Y más decían que el dicho dios que se llamaba Titlacauan
daba a los vivos pobreza y miseria, y enfermedades incurables y contagiosas de
lepra y bubas, y gota y sarna e hidropesía, las cuales enfermedades daba cuando
estaba enojado con los que no cumplían y quebrantaban el voto y penitencia a
que se obligaban de ayunar, o si dormían con sus mujeres, o las mujeres con sus
maridos o amigos en el tiempo de ayuno. Y los dichos enfermos estando muy
penados y agraviados, clamaban rogando y diciéndole:
“Oh dios, que os llamáis Titlacauan hacedme merced
de me revelar y quitar esta enfermedad que me mata, que yo no haré otra cosa
sino enmendarme; si yo fuese sano de esta enfermedad, hagoos un voto de os
servir y buscar la vida, y si yo ganare algo por mi trabajo yo no lo comeré ni
gastaré en otra cosa, ¡sino que por os honrar haré una fiesta y banquete para
bailar en esta pobre casa!”
Más entonces, cuando el enfermo se encontraba sufriendo desesperadamente
porque no podía sanar, increpaba y le reñía enojado, y airadamente a su dios
reprochándole de esta manera:
“¡Oh Titlacauan,
puto, hacéis burla de mí! ¿Porque no me matáis? y algunos enfermos sanaban y
otros morían.”2
Lo anterior me hace reflexionar sobre si el ser humano
creyente en una o más deidades y sufre de algún tropiezo o desventura, ¿les
puede reclamar?, ¿creerá que lo escuchan?, ¿serviría ello de algo?
Bueno, para empezar el problema que enfrenta la persona
creyente sea como fuere se lo suele atribuir a la deidad al no encontrar otra
razón para ello. En seguida, puede racionalizar que el reclamo es justo porque
él no se merece la desventura y sufrimiento que padece y, por ello mismo, siente
que le asiste todo el derecho para hacerlo.
Pero… esto sería razonable entre personas comunes y corrientes; sin embargo, comúnmente se considera que la deidad está en otro inalcanzable y superior nivel.
Este
dilema se refiere así en la Biblia:
Mas antes, oh hombre, ¿quién eres tú, para que alterques
con Dios? Dirá el vaso de barro al que lo formó: ¿Por qué me has hecho así?

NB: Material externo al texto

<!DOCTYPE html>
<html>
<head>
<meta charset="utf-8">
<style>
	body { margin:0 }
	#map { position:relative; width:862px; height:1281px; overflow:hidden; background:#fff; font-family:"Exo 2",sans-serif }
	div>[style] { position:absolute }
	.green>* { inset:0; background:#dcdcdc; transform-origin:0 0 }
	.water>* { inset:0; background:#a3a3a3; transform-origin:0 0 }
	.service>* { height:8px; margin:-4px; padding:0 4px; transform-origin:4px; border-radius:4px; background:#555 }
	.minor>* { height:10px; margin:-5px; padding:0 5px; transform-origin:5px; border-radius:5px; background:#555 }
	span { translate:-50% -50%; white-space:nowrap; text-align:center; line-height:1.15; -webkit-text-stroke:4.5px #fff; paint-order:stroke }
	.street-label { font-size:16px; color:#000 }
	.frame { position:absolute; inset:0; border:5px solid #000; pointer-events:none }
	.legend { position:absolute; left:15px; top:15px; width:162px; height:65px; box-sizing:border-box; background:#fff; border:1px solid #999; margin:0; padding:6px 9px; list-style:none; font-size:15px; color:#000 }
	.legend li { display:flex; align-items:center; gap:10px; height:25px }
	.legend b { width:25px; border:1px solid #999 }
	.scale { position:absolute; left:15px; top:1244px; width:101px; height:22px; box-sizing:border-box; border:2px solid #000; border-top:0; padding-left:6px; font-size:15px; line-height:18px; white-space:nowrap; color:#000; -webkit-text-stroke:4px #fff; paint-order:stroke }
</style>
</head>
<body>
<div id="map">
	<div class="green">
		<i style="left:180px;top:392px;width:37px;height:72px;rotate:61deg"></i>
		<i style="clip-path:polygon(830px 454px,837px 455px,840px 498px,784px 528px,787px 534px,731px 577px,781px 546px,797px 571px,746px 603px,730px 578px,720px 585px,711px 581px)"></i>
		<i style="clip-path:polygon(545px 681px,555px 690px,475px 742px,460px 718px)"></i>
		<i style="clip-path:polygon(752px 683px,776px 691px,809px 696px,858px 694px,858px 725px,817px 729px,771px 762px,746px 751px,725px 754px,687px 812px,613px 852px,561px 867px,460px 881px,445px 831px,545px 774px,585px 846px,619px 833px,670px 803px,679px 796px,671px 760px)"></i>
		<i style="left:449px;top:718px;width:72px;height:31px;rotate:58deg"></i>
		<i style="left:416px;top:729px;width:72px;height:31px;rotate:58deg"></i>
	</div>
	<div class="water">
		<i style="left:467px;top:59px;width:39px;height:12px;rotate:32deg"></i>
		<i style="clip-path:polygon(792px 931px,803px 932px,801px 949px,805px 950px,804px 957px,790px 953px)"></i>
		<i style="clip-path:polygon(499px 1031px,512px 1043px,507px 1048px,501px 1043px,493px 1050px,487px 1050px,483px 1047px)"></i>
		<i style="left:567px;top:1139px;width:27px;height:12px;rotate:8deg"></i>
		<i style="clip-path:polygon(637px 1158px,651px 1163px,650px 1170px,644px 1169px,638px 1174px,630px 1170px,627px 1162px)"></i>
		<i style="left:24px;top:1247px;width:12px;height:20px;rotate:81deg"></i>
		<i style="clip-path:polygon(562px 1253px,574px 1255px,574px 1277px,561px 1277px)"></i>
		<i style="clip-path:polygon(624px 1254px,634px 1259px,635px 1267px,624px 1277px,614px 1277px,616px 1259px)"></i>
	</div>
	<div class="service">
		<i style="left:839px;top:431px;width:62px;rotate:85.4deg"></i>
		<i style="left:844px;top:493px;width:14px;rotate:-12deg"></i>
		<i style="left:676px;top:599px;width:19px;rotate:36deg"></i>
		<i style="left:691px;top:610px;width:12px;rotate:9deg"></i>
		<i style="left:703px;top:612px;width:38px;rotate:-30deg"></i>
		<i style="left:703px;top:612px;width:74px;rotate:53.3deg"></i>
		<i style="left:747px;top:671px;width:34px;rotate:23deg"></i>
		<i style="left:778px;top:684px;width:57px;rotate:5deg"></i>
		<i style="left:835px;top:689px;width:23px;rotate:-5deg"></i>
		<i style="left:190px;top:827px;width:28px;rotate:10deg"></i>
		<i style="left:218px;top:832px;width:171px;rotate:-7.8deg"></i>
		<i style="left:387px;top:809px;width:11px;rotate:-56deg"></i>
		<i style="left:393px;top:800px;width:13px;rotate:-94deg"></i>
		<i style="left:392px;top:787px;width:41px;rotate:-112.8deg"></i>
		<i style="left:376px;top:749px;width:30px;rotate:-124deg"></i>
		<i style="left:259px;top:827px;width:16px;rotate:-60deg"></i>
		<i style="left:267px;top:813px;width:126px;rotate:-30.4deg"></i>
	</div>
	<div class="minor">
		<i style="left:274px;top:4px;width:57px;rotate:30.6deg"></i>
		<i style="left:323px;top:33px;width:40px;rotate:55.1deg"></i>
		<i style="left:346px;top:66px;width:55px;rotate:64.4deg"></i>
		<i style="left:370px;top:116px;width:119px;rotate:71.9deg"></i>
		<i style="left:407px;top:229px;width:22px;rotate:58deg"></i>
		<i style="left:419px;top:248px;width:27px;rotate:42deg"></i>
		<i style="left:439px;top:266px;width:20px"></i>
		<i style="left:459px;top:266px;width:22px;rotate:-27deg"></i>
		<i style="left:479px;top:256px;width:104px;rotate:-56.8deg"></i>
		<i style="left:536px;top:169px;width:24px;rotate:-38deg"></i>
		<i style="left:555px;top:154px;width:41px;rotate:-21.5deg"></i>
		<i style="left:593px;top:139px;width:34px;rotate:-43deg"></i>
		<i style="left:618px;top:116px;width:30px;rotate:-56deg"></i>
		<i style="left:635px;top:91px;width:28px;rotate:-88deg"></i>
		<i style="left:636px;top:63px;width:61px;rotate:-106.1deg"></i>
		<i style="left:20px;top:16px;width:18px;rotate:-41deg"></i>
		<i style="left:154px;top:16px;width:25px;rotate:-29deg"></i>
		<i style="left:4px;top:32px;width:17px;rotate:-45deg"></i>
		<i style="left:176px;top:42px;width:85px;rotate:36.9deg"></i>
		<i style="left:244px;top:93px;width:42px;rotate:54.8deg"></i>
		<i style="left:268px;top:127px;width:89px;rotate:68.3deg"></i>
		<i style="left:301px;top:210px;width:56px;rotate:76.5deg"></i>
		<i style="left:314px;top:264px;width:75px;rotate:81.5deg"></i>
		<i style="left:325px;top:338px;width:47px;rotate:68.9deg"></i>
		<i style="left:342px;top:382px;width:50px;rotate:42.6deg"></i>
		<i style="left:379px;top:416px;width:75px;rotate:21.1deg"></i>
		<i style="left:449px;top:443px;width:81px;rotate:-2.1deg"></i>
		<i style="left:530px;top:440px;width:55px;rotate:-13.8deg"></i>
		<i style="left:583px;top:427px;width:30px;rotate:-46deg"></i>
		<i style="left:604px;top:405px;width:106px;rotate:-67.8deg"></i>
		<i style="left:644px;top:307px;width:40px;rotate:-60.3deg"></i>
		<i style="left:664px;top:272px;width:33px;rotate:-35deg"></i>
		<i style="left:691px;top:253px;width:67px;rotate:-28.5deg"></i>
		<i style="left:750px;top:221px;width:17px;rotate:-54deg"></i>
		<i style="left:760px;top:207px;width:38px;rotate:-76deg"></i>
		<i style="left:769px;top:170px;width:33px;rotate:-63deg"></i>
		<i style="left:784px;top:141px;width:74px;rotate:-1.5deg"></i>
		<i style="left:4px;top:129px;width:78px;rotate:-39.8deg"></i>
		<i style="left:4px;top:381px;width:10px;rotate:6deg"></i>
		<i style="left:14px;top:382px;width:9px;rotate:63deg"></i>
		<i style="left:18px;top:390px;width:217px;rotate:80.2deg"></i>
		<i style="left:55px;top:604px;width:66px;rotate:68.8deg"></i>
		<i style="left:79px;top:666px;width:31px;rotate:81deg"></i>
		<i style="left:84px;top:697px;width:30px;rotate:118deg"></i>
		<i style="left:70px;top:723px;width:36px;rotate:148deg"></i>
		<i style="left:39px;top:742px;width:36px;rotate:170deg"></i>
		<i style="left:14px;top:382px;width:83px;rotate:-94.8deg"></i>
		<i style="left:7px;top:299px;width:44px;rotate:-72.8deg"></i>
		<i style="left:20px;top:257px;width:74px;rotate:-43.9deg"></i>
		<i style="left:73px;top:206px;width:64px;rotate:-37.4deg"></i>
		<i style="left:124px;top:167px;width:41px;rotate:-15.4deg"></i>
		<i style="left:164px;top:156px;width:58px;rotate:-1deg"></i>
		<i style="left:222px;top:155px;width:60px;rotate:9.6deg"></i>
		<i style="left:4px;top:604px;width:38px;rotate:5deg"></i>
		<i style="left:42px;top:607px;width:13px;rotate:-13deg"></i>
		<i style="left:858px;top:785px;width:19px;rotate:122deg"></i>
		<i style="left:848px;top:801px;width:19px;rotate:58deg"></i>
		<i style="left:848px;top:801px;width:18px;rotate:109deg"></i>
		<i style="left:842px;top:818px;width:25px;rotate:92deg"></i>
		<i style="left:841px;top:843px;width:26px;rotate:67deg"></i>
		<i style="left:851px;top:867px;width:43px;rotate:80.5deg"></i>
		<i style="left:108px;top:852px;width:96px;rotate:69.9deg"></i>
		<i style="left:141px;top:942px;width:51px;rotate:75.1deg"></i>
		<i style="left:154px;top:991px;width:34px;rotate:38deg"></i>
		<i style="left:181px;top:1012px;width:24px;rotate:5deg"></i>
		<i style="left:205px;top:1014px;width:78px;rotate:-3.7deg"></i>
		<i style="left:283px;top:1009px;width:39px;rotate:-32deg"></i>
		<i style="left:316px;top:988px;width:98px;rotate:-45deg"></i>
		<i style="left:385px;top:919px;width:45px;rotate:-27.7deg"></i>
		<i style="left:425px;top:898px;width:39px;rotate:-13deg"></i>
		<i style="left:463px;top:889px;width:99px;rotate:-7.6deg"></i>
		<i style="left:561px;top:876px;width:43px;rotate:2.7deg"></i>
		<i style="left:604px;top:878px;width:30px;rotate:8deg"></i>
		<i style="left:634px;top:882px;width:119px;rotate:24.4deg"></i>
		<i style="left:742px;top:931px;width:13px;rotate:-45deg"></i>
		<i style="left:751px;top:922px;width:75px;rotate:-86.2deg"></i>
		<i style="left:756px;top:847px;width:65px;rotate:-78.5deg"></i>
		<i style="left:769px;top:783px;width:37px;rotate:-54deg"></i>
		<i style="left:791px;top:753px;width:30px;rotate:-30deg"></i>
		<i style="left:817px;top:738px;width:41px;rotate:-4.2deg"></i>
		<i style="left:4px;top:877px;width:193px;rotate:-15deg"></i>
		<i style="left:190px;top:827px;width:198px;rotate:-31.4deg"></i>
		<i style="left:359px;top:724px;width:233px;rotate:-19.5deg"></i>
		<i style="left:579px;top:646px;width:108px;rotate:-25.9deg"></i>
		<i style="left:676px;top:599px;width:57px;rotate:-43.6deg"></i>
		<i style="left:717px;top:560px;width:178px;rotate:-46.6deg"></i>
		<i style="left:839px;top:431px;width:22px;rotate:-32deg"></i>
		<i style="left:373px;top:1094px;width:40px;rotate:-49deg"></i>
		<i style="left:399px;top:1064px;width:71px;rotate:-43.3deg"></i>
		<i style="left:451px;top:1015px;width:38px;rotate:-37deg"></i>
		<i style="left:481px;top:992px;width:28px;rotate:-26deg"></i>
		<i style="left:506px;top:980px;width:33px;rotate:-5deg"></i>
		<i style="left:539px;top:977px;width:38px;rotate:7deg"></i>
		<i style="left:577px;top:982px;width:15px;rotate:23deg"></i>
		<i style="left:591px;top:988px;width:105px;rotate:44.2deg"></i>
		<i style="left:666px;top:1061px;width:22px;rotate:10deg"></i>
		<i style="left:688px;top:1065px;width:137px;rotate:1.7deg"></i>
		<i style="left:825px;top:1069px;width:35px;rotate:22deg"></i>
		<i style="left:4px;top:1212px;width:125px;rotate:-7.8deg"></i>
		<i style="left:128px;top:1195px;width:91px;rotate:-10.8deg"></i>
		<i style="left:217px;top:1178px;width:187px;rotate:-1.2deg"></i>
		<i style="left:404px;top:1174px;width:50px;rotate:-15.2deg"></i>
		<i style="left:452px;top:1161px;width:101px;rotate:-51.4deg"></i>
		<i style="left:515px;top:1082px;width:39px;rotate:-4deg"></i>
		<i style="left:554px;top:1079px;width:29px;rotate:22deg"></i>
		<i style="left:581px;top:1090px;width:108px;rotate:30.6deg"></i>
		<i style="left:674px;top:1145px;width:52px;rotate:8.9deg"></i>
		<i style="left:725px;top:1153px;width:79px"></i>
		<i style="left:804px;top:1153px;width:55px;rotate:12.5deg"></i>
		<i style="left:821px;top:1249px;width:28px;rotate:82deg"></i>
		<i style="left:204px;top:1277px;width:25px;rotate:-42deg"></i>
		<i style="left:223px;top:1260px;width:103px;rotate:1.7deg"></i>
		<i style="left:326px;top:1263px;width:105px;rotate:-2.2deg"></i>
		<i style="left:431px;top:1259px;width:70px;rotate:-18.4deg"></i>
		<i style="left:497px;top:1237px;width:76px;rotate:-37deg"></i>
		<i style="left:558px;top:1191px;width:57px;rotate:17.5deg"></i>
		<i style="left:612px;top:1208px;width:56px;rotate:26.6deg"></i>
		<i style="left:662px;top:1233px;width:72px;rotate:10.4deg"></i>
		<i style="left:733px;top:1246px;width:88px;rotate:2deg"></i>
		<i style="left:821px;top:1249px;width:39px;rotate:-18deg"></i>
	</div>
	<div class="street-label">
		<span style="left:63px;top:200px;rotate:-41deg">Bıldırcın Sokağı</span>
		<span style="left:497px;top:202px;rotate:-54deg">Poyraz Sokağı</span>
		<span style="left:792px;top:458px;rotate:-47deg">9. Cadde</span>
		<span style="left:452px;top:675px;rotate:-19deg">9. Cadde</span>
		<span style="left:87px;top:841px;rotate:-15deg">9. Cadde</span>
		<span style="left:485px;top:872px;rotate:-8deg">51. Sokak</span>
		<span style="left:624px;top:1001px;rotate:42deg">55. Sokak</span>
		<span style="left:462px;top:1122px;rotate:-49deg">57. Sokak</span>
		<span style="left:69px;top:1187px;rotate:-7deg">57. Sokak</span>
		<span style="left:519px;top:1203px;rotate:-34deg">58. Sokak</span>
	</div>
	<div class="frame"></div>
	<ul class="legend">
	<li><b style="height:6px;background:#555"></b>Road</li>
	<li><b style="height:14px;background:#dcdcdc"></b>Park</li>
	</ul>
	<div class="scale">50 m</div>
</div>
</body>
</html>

¿O no tiene potestad el alfarero sobre el barro, para hacer de la misma masa un vaso para honra y otro para deshonra?
Romanos 9:20.3
Los que contienden con el SEÑOR serán quebrantados, El tronará desde los cielos contra ellos.
Samuel 2:10.
1. Díaz del Castillo, Bernal.
Historia verdadera de la conquista de la Nueva España. Editorial Patria. México
1983 [1632], pp. 259-262.
2. Fray Bernardino de
Sahagún. Historia general de las cosas de la Nueva España. Ed. Porrúa, México
1969, Vol. I, p. 277. Citado en: Xavier A. López y de la Peña. Medicina Náhuatl.
Ensayo documental. Ediciones MFM, México 1983, pp. 27-31.
3. Reina-Valera 1960 ® ©
Sociedades Bíblicas en América Latina, 1960. Renovado © Sociedades Bíblicas
Unidas, 1988. Utilizado con permiso. Si desea más información visite
americanbible.org, unitedbiblesocieties.org, vivelabiblia.com,
unitedbiblesocieties.org/es/casa/, www.rvr60.bible.